Covid-19 live updates: Reinfection is possible but rare, data from 63 million medical records shows

TORONTO — Canada on Thursday suspended direct commercial and private passenger flights from India and Pakistan for 30 days, citing the spread of variants and coronavirus infections detected in passengers arriving from those countries.

Anyone arriving from those countries indirectly will have to obtain a negative coronavirus test before their flight at their last point of departure, Omar Alghabra, Canada’s transport minister, said at a news conference.

The announcement came amid pressure from premiers, opposition lawmakers and some health experts, who have accused the Canadian government of being too slow to restrict international travel and allowing highly transmissible variants first identified in Brazil and Britain to be imported.

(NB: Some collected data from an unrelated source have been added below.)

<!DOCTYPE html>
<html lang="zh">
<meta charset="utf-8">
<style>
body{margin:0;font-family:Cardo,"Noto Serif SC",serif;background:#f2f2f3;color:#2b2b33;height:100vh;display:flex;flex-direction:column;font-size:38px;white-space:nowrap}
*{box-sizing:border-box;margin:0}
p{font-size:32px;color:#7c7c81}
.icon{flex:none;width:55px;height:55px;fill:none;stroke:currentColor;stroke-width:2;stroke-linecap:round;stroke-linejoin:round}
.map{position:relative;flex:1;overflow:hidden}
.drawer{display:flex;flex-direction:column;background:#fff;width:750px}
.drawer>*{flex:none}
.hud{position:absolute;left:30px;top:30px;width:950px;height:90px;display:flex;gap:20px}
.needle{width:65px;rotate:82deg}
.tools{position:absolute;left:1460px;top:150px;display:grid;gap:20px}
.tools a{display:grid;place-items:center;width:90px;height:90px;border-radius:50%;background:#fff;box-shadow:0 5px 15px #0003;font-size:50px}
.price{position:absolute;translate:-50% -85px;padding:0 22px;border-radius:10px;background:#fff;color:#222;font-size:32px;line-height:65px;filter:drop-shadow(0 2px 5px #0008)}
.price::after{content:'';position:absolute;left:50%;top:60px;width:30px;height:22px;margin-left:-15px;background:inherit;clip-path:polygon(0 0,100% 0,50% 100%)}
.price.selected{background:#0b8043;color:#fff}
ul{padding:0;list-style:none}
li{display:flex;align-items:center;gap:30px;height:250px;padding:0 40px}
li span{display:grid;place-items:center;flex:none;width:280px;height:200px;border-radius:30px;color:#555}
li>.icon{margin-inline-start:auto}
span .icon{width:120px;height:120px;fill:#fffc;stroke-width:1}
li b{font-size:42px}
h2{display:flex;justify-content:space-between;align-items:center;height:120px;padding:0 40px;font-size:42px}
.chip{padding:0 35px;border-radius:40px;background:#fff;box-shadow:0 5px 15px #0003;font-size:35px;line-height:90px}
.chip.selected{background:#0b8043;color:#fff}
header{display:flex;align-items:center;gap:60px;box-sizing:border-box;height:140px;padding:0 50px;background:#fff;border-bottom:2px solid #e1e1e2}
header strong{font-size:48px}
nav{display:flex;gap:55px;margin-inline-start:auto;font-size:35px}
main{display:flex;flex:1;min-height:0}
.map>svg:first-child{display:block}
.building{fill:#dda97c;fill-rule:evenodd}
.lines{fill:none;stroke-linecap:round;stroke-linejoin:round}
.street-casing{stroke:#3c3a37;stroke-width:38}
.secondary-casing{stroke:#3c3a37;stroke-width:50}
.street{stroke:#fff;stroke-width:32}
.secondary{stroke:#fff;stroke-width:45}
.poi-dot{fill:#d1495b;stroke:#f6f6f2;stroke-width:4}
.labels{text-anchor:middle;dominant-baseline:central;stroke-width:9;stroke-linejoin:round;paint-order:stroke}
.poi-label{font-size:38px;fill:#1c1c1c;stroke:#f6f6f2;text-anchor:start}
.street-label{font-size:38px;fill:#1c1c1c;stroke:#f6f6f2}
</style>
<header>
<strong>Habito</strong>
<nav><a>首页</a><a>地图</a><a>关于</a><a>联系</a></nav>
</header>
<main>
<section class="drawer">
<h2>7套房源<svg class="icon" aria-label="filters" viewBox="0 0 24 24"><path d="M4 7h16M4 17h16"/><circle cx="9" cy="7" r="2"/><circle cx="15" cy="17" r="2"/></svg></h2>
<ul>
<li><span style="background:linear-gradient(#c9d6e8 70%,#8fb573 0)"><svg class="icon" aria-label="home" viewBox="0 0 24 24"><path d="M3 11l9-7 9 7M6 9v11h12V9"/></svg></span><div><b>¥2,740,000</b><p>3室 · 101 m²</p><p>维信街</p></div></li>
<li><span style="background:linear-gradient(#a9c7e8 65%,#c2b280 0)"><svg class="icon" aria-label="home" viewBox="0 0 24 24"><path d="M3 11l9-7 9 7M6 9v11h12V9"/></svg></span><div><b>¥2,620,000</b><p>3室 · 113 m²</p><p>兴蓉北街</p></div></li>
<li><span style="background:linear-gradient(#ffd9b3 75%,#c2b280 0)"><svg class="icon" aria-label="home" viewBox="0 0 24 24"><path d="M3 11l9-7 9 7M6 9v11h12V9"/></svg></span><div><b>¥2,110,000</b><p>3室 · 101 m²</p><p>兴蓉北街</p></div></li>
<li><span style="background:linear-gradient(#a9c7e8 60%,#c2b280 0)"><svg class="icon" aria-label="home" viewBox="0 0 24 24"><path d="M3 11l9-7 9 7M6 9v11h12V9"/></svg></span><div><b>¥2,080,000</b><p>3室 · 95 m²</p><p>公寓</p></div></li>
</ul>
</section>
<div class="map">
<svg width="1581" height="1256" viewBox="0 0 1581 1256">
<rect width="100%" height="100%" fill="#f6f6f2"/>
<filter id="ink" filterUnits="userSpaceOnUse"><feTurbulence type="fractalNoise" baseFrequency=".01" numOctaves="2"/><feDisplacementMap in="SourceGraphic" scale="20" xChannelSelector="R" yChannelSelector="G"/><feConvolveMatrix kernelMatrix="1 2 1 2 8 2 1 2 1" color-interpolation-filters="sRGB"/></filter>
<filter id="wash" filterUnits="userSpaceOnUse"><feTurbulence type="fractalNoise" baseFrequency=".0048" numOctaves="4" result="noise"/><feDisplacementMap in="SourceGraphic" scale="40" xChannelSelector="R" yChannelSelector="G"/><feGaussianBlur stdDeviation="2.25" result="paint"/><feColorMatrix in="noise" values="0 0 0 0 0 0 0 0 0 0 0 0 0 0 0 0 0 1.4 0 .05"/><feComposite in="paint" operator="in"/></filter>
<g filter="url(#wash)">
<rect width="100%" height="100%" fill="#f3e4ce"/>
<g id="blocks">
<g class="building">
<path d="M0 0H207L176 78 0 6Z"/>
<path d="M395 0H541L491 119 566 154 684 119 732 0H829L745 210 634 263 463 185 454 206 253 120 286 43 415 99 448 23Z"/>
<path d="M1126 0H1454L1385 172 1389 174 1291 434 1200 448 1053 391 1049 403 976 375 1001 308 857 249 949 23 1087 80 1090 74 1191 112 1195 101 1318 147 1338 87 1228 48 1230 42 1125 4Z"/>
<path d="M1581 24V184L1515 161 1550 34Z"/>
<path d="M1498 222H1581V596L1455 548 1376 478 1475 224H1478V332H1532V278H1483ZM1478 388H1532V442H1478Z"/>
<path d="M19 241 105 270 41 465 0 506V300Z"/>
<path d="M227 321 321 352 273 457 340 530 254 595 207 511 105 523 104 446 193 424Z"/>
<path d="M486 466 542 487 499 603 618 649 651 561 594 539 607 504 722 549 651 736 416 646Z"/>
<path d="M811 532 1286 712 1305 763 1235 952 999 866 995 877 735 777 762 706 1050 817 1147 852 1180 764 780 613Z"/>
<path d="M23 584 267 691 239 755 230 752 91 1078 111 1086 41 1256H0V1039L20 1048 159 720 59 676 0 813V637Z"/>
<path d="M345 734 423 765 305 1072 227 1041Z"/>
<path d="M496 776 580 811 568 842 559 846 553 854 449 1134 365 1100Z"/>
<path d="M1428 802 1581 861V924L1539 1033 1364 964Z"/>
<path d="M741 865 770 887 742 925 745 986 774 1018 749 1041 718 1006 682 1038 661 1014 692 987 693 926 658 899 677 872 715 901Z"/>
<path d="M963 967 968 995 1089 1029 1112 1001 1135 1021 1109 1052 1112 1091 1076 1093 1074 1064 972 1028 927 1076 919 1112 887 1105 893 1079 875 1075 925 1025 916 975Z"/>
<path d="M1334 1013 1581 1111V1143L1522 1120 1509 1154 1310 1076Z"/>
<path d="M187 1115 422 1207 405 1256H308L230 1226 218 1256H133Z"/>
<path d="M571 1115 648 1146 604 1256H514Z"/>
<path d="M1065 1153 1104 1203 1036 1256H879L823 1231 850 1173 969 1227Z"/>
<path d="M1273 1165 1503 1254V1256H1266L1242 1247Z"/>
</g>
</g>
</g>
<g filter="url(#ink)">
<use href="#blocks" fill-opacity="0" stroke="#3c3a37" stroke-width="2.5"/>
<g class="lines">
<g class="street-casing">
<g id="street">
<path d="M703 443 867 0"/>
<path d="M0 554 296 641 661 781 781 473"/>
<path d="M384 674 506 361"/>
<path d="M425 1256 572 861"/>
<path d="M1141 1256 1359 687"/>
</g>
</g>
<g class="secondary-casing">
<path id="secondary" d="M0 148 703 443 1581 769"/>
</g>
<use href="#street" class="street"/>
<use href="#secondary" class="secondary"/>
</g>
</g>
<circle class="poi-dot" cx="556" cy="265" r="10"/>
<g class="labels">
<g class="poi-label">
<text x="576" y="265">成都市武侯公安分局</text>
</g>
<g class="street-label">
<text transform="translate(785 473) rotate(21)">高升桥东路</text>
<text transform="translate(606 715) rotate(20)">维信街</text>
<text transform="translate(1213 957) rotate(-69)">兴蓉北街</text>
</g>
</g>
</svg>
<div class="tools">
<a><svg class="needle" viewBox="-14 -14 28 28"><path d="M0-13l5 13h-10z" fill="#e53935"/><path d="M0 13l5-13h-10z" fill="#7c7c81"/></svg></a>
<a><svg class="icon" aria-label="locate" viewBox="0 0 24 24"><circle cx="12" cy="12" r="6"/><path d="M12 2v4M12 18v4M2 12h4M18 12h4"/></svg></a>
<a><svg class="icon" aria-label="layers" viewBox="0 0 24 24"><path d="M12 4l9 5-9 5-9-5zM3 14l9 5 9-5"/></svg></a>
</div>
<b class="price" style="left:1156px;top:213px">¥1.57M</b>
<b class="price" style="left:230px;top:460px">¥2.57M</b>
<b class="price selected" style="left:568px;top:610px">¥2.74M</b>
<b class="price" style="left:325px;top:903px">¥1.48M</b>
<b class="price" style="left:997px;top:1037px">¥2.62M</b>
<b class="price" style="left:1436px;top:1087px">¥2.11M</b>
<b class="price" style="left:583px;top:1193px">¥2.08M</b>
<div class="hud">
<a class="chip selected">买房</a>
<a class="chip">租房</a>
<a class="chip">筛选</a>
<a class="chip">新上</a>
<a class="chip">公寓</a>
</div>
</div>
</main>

The Canadian government has often cast its border measures as some of the strictest in the world. The country’s international borders are, with some exceptions, closed to foreign nationals. All incoming air passengers must obtain a negative coronavirus test before their departure. They are tested again upon arrival in Canada and must wait for their results at a hotel, then complete the remainder of a 14-day quarantine at home.

Patty Hajdu, Canada’s health minister, said that while India accounts for 20 percent of recent air volume to Canada, more than 50 percent of positive tests conducted at the border involved passengers from that country.

Health Canada data shows that at least 34 flights from India and Pakistan have landed in Canada in the past two weeks carrying people who later tested positive for the coronavirus.